Ranking¶
Per-rule and ensemble evaluation, validated-trust statistics, and pruning.
After learning, each rule is evaluated in isolation and in the context of the full ruleset so that overlapping rules can be ordered by measured trust and unhelpful rules can be removed. See Rule Trust and Conflict Resolution for the conceptual overview.
rank_rules¶
rank_rules(rules, dataset, apply_rules_fn, mode='text', compute_marginal=True, stamp_validated_stats=True)
¶
Evaluate rules alone and as an ensemble, producing a ranking.
For each rule this computes standalone precision/recall/F1, and optionally its marginal contribution: how much the ensemble micro F1 drops when the rule is removed. The ranking answers "which rule should win a conflict" (solo precision) and "which rules earn their place" (marginal F1).
Parameters:
| Name | Type | Description | Default |
|---|---|---|---|
rules
|
list[Rule]
|
Rules to rank. |
required |
dataset
|
Dataset
|
Dataset to evaluate against — use a held-out dev set when available so validated stats measure generalization, not memorization. |
required |
apply_rules_fn
|
Callable
|
Callable(rules, input_data, task_type, text_field) -> output dict. |
required |
mode
|
str
|
Matching mode ('text', 'exact', or 'partial'). |
'text'
|
compute_marginal
|
bool
|
If True, run the leave-one-out ablation pass. Costs one full-dataset evaluation per rule; disable for very large rule sets or datasets. |
True
|
stamp_validated_stats
|
bool
|
If True, write each rule's solo precision and support onto rule.validated_precision / rule.validated_support. The executor uses validated_precision to order rules within the same priority, so the empirically more precise rule wins conflicts. |
True
|
Returns:
| Type | Description |
|---|---|
RankingReport
|
RankingReport with ensemble metrics and per-rule rankings sorted |
RankingReport
|
most valuable first. |
prune_harmful_rules¶
prune_harmful_rules(rules, report, min_marginal_f1=0.0)
¶
Split rules into (kept, dropped) based on marginal contribution.
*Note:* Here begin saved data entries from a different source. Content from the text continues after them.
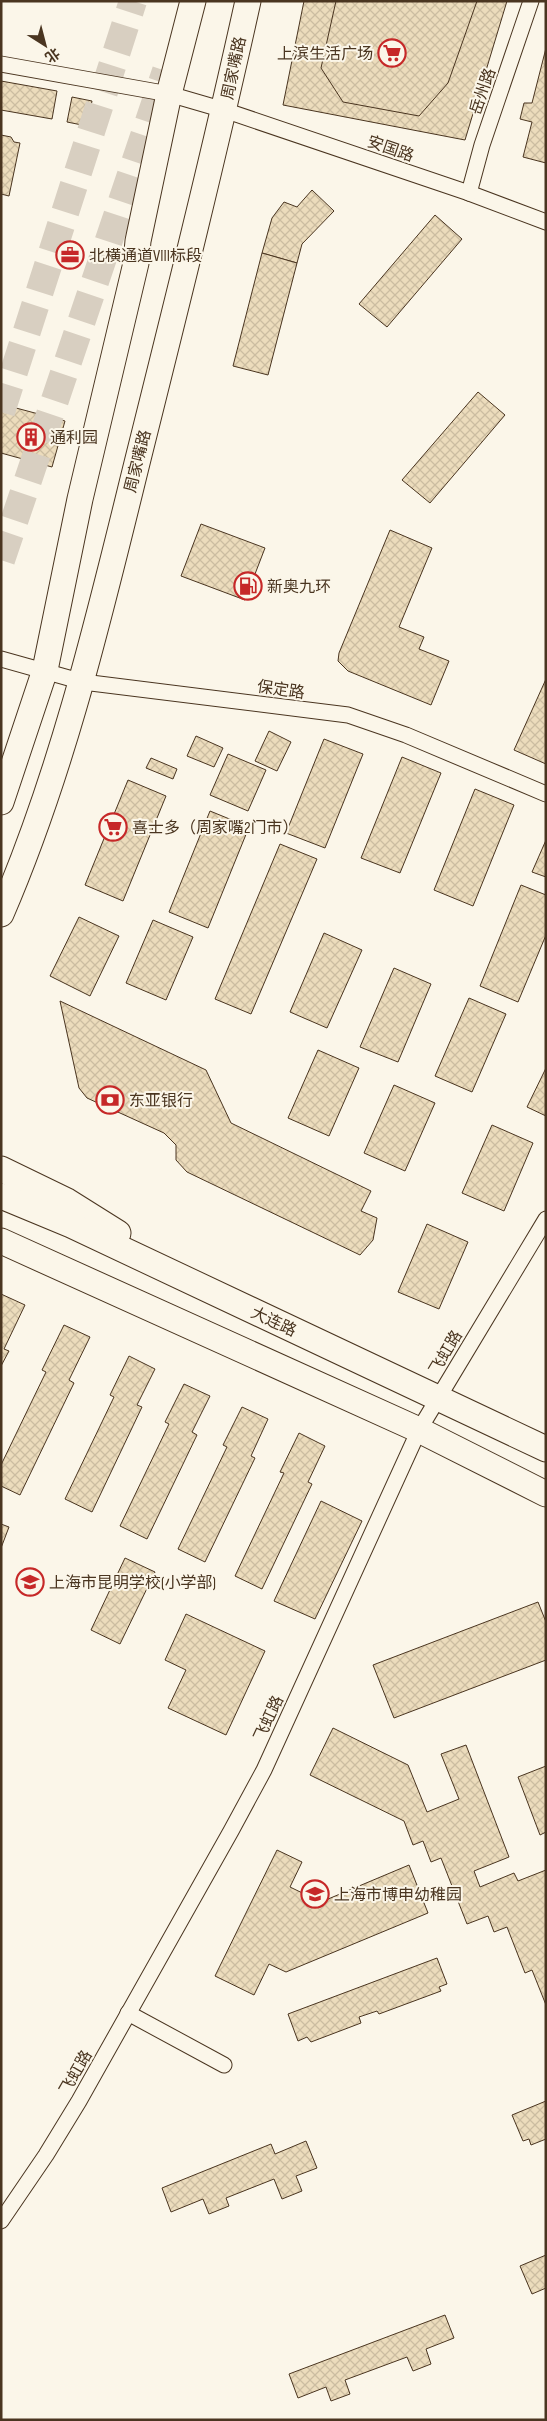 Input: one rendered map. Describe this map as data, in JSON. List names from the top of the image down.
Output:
{
  "streets": {
    "main road": ["周家嘴路", "大连路"],
    "street": [
      "岳州路",
      "安国路",
      "保定路",
      "飞虹路"
    ]
  },
  "crossings": [
    ["周家嘴路", "安国路"],
    ["周家嘴路", "保定路"],
    ["岳州路", "安国路"],
    ["大连路", "飞虹路"]
  ],
  "places": {
    "supermarket": ["上滨生活广场", "喜士多（周家嘴2门市）"],
    "office": ["北横通道VIII标段"],
    "building": ["通利园"],
    "fuel station": ["新奥九环"],
    "bank": ["东亚银行"],
    "school or university": ["上海市昆明学校(小学部)", "上海市博申幼稚园"]
  },
  "north": "bottom right"
}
A rule is dropped when its marginal F1 is known and below min_marginal_f1 — i.e. the ensemble measurably does better without it. Rules without ablation data are always kept.
Returns:
| Type | Description |
|---|---|
tuple[list[Rule], list[Rule]]
|
Tuple of (kept_rules, dropped_rules). |
wilson_lower_bound¶
wilson_lower_bound(precision, support, z=1.96)
¶
Wilson score lower bound for a measured precision.
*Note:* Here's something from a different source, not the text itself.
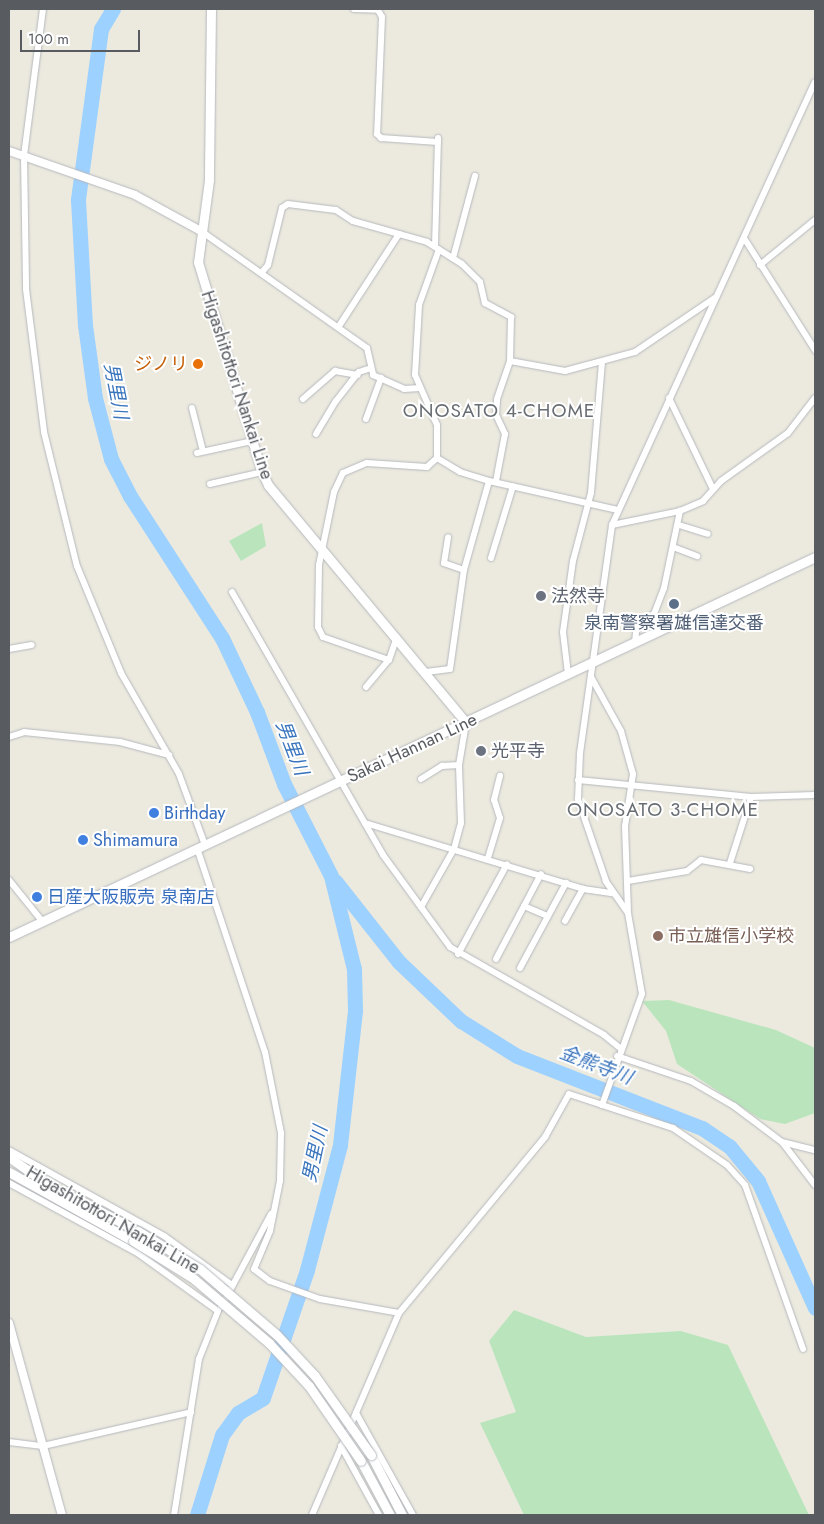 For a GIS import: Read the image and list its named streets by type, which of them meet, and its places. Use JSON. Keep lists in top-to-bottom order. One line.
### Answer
{"streets":{"main road":["Higashitottori Nankai Line","Sakai Hannan Line"]},"crossings":[["Higashitottori Nankai Line","Sakai Hannan Line"]],"districts":["ONOSATO 4-CHOME","ONOSATO 3-CHOME"],"water":["男里川","金熊寺川"],"places":["ジノリ","法然寺","泉南警察署雄信達交番","光平寺","Birthday","Shimamura","日産大阪販売 泉南店","市立雄信小学校"],"scale_bar":"100 m"}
Raw precision is unreliable at low support: 1/1 correct is "100% precision" but tells you almost nothing. The Wilson lower bound discounts the estimate by sample size — use it instead of raw validated_precision when deciding whether to trust a rule for routing.
Parameters:
| Name | Type | Description | Default |
|---|---|---|---|
precision
|
float
|
Observed precision (0.0-1.0). |
required |
support
|
int
|
Number of predictions the estimate is based on. |
required |
z
|
float
|
Confidence z-score (1.96 = 95% confidence). |
1.96
|
Returns:
| Type | Description |
|---|---|
float
|
Lower bound on the true precision; 0.0 when support is 0. |
RankingReport¶
RankingReport(ensemble_precision=0.0, ensemble_recall=0.0, ensemble_f1=0.0, rankings=list())
dataclass
¶
Result of rank_rules(): ensemble metrics plus per-rule rankings.
Attributes:
| Name | Type | Description |
|---|---|---|
ensemble_precision |
float
|
Micro precision of all rules together. |
ensemble_recall |
float
|
Micro recall of all rules together. |
ensemble_f1 |
float
|
Micro F1 of all rules together. |
rankings |
list[RuleRanking]
|
Per-rule rankings, sorted most valuable first (by marginal F1 when available, then solo precision). |
to_dict()
¶
RuleRanking¶
RuleRanking(rule_id, rule_name, solo_precision=0.0, solo_recall=0.0, solo_f1=0.0, support=0, marginal_f1=None)
dataclass
¶
Ranking entry for one rule.
Attributes:
| Name | Type | Description |
|---|---|---|
rule_id |
str
|
Unique identifier of the rule. |
rule_name |
str
|
Human-readable rule name. |
solo_precision |
float
|
Precision of the rule evaluated in isolation. |
solo_recall |
float
|
Recall of the rule evaluated in isolation. |
solo_f1 |
float
|
F1 of the rule evaluated in isolation. |
support |
int
|
Number of predictions the rule made alone (TP + FP). |
marginal_f1 |
float | None
|
Ensemble micro F1 minus the ensemble micro F1 without this rule. Positive means the rule helps the ensemble; negative means the ensemble is better off without it. None when the ablation pass was skipped. |
to_dict()
¶
print_ranking_report¶
print_ranking_report(report)
¶
Pretty-print a RankingReport.